II. CES LIMITES ONT FAIT NAÎTRE UN RISQUE DE CONTENTIEUX

Les obstacles à l'indemnisation des survivants ou des ayants-cause, principalement la condition de nationalité prévue par le code des pensions militaire d'invalidité et des victimes de la guerre (CPMIVG), ont fait naître un risque contentieux outre-Atlantique.

Les ayants cause (conjoints survivants ou orphelins) ne peuvent obtenir une pension que si la victime remplissait la condition de nationalité requise, la même condition de nationalité étant en principe requise de l'ayant cause. Sur ce seul point, la jurisprudence a connu une évolution récente tendant à l'ouverture du droit à réversion pour les ayants cause de nationalité étrangère, lorsque l'ouvrant droit était pensionné et donc remplissait lui-même nécessairement la condition de nationalité requise.

Aussi, à partir des années 2000, des déportés survivants, non-couverts par le régime en vigueur en France, ont tenté d'obtenir des réparations devant les juridictions américaines. Devant les obstacles juridiques, liés à l'immunité reconnue aux Etats étrangers et à leurs démembrements, des tentatives ont été menées pour faire évoluer la législation américaine pour les lever.

A. LA MONTÉE D'UN GRAVE RISQUE CONTENTIEUX IMPLIQUANT LA SNCF

Des actions ont été engagés en 2000 contre la SNCF par des survivants et des ayants droit appuyés par des avocats, pour complicité de crime contre l'Humanité, pour avoir collaboré activement à la déportation des Juifs de France, et en avoir tiré bénéfice ( procès Abrams c. SNCF ), puis en 2006 ( procès Freund c. SNCF ), contre la SNCF (ainsi que contre la Caisse des dépôts et consignations et contre l'Etat) sur l'un des griefs pour lesquels l'immunité de juridiction n'est pas opposable : la spoliation. Ces recours n'ont pas abouti (voir annexe n° 6).

En avril 2015, trois plaignants ont attaqués la SNCF devant une cour fédérale de Chicago sur la base d'un recours très proche de celui de 2006 ( Scalin c. SNCF ).

Il existe donc un risque que d'autres plaintes soient déposées contre la SNCF (et tous les démembrements de l'État).

B. DES INITIATIVES LÉGISLATIVES INTRODUITES AU CONGRÈS ET DANS CERTAINS ÉTATS AMÉRICAINS

1. Devant le Congrès

Depuis 2005 et tous les deux ans (à chaque nouveau Congrès), un projet de loi bipartisan est déposé systématiquement par des membres du Sénat et de la Chambre des Représentants en vue de retirer le bénéfice de l'immunité de juridiction des États à la SNCF et de permettre à un recours d'aboutir devant une juridiction américaine (voir annexe n° 7).

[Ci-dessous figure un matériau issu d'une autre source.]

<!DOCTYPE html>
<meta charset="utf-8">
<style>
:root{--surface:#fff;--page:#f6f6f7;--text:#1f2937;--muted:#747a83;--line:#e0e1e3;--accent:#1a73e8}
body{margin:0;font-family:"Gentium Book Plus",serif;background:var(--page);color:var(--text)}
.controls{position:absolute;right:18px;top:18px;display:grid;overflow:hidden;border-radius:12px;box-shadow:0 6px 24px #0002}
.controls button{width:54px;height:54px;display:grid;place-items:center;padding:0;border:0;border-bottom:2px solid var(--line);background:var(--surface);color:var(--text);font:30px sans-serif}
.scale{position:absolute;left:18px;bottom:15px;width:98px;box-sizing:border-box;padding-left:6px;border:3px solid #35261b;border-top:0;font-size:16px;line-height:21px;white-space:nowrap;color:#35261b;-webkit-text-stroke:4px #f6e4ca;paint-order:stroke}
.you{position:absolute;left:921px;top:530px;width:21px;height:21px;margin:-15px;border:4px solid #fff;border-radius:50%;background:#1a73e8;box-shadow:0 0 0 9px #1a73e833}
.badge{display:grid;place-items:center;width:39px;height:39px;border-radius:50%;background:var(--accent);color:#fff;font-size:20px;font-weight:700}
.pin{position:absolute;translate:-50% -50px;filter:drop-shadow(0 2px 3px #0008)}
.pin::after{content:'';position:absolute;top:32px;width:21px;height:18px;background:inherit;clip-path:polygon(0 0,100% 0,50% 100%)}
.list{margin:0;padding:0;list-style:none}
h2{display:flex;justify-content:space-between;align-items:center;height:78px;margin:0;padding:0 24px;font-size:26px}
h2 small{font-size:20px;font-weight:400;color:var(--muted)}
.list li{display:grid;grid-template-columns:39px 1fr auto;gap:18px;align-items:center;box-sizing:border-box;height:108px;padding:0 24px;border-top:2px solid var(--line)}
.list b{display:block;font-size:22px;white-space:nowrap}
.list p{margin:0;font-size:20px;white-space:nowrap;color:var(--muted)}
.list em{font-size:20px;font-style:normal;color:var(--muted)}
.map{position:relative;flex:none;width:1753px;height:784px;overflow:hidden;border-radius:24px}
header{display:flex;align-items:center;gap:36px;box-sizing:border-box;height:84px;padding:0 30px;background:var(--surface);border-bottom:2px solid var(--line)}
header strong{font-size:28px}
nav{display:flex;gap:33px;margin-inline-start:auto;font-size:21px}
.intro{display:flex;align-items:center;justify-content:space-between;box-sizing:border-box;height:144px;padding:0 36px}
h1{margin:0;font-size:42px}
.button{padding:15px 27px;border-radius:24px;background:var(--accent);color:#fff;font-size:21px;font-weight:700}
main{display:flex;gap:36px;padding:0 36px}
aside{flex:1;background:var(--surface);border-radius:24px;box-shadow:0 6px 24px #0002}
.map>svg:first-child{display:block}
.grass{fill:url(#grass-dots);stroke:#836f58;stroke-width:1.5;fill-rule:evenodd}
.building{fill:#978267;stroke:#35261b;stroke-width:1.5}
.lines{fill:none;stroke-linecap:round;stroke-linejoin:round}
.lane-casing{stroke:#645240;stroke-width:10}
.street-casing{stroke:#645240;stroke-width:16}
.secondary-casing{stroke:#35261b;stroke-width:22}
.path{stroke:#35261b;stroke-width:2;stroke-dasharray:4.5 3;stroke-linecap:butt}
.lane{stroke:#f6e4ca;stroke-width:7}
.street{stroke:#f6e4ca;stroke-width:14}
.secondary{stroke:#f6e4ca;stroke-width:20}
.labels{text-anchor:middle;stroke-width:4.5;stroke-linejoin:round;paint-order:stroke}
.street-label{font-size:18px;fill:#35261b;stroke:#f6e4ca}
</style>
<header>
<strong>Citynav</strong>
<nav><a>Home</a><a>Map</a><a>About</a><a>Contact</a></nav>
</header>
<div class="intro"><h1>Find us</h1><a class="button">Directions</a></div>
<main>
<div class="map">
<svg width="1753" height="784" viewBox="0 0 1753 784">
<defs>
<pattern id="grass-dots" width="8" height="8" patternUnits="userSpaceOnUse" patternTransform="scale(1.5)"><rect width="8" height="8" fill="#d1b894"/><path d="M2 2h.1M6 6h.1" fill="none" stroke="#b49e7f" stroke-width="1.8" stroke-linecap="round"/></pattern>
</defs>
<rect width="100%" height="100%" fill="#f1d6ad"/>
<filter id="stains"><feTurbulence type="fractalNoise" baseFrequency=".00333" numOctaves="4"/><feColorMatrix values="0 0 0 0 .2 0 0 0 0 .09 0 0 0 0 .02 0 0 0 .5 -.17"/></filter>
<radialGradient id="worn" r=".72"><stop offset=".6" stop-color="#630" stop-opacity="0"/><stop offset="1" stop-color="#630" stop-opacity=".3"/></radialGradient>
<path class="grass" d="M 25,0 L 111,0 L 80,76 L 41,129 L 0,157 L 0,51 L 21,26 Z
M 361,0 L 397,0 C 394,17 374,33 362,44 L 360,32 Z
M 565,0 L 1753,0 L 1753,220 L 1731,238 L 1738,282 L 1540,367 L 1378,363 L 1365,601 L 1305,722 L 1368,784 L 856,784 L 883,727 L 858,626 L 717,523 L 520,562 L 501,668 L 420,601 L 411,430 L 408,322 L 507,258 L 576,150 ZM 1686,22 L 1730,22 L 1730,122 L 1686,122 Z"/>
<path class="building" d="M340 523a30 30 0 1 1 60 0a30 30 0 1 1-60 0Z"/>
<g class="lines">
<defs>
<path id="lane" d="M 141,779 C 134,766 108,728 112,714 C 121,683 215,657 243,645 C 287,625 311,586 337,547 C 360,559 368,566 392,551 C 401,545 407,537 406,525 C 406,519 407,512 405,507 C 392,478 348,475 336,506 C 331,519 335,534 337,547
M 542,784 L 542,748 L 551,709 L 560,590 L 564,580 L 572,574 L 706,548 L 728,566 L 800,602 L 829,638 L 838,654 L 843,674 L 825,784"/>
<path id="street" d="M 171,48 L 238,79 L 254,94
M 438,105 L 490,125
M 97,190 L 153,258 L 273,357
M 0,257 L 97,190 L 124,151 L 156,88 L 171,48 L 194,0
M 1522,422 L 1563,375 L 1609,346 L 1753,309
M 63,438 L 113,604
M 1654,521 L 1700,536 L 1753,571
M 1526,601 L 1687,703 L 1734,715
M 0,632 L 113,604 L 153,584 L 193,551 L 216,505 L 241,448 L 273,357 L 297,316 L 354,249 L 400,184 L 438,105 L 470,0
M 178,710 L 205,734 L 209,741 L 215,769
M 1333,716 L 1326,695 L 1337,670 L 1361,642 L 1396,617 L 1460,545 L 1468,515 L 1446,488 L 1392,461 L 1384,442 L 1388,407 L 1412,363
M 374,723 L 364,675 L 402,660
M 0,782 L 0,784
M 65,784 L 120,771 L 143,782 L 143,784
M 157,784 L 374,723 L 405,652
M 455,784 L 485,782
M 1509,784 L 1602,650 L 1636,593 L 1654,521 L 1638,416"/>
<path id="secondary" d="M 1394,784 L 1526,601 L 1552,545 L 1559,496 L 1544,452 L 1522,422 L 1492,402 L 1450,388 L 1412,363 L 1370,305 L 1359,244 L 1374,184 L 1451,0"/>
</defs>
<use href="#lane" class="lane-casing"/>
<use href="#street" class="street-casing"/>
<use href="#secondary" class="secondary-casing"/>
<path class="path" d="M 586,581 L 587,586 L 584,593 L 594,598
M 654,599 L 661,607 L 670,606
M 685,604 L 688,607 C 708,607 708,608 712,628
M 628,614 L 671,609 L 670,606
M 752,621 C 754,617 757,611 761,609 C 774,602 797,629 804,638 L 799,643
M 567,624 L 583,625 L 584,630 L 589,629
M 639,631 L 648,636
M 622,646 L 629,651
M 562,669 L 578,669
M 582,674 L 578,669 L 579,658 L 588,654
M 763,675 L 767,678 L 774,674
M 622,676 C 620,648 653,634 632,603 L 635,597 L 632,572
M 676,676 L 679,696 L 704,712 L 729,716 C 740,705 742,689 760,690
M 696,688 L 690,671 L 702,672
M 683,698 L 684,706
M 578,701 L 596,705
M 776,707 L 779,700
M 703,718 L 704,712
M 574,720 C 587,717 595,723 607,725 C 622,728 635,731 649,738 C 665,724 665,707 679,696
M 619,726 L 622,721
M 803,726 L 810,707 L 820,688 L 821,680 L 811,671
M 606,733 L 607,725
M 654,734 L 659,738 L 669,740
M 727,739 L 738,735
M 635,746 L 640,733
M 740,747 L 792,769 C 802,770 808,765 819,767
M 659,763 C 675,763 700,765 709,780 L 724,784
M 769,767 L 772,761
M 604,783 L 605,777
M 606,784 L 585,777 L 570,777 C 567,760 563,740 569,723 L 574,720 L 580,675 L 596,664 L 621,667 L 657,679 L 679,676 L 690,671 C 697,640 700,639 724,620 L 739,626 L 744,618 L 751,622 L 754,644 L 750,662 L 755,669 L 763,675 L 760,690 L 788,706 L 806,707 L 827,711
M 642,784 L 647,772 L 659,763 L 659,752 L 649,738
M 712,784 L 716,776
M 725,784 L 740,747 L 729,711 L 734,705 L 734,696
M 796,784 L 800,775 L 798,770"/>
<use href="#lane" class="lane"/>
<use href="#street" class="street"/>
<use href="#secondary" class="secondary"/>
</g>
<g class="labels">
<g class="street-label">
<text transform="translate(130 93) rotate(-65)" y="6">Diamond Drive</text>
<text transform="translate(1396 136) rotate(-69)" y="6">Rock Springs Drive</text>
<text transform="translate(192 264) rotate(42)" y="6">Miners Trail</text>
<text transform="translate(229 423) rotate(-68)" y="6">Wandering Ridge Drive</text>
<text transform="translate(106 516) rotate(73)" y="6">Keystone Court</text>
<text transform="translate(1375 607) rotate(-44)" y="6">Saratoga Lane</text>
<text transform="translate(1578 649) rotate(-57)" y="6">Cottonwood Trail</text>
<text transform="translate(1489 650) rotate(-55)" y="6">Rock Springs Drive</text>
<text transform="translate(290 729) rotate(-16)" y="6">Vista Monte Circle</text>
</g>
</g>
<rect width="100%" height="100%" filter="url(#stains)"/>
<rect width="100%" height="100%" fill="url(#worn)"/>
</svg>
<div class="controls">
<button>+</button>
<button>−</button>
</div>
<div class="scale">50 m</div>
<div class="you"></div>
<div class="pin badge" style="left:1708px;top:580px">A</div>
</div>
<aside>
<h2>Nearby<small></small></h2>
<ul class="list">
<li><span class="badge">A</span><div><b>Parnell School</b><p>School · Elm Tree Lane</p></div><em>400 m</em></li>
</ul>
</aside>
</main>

Les attendus de ces projets de loi contenaient beaucoup d'approximations historiques et d'inexactitudes sur le rôle de la SNCF pendant la Seconde Guerre mondiale. Des auditions ont été menées mais ces projets n'ont jamais été soumis en commission ni soumis à l'adoption. Ils ont toutefois été déposés par des parlementaires influents (le sénateur Schumer, D-NY, notamment).

Un risque existait donc d'une adoption de ces dispositions sous forme d'un cavalier législatif dans une autre législation.

2. Devant les législatures des États

Depuis 2010, les avocats à l'origine des recours cherchent à faire adopter par les législatures d'État des dispositions visant à contraindre la SNCF à des actions en termes de transparence et d'archives, et même à avoir indemnisé les victimes de la déportation afin de pouvoir répondre à des appels d'offres, voire à l'en exclure.

En 2010, en Californie, une loi sur la transparence a été votée avant de faire l'objet d'un veto du Gouverneur. En Floride, un projet de loi similaire a été déposé puis abandonné. En 2014, dans l'État du Maryland, un projet de loi sur la transparence et les archives a été déposé, puis rejeté en commission. En 2014, à New-York, l'intention a été affichée de déposer un projet de législation, malgré l'opposition déclarée du Département d'État.